UK Party Manifestos – how do they stack up on Sustainability?
So all three of the big UK-wide parties have now published their manifestos for the coming General Election on June 8. Here’s my take on the Sustainability elements of the three:
Conservatives
The Tory party manifesto is the only one of these three to champion shale gas extraction (aka fracking) and make a commitment to the (rapidly declining) oil and gas industry. They say they “do not believe large-scale onshore wind power is right for England”, but state later that there is opportunity in Scotland. Despite this there are multiple nods to showing leadership on climate change and investment in low carbon energy.
The Tories have already said they will ‘borrow’ Labour’s previous energy price cap policy, despite warning at the time that this could damage investment in low carbon energy. On domestic efficiency, the Tories say they will all fuel poor homes reach EPC band C by 2030, review energy efficiency rules for new homes, offer smart meters to all homes and business by the end of 2020. Business will get a new industrial energy efficiency scheme.
On transport there are nods towards improved rail infrastructure and cycling networks, but the biggest commitment to make almost every car and van being zero emission by 2050. Heathrow will be expanded.

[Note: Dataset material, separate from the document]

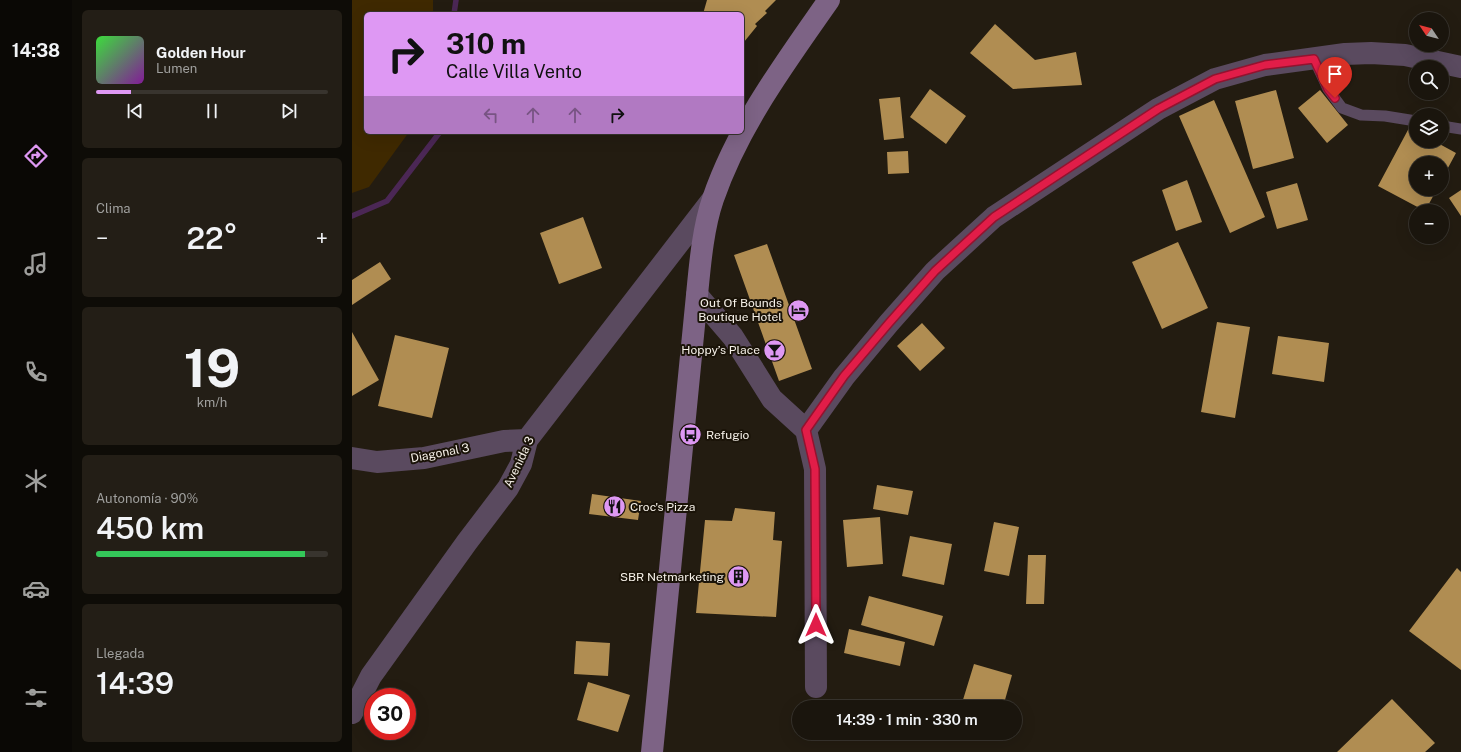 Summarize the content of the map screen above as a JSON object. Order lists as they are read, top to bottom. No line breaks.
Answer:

Waste/recycling only gets a passing mention.
Labour
There are plenty of references to environmental issues throughout the Labour Manifesto, with a headline target is to have 60 per cent of the UK’s energy from zero-carbon or renewable sources by 2030. Other concrete commitments include banning fracking, planting a million trees, a new clean air act, investing in cleaner engines for buses, prohibiting neonicotinoids and insulating four million houses. Plus there are commitments to the Sustainable Development Goals, the Paris Agreement and to respect environmental protections post-Brexit.
Given Labour Leader Jeremy Corbyn’s long-time anti-nuclear stance, it is interesting to see a commitment to not only maintain but expand nuclear energy. It appears that the Unions insisted on this inclusion.
Waste gets a vague to commitment to recycle more, particularly plastic bottles.
Liberal Democrats
The Lib Dems are the only one of the three who have a complete chapter of their manifesto dedicated to the Environment (the other two scatter their pledges across the document).
Similarly to Labour, the Lib Dems would ban fracking, more than double green electricity to 60 per cent by 2030, ensure that 4 million properties receive insulation retrofits by 2022, and suspend the use of neonicotinoids. But they go beyond by pledging, a Zero Carbon Britain Act, restoring the Zero Carbon Standard for new homes, increasing the standard steadily and extending it to non-domestic buildings by 2022 and to expand community energy schemes, encourage councils to develop community energy saving projects and local electricity generation and promote city-scale demonstration projects in electric vehicles and clean energy.
They also pledge to prevent 40,000 premature deaths a year by cutting air pollution, through:
- A diesel scrappage scheme, and a ban on the sale of diesel cars and small vans in the UK by 2025.
- Extending Ultra-Low Emission Zones to ten more towns and cities.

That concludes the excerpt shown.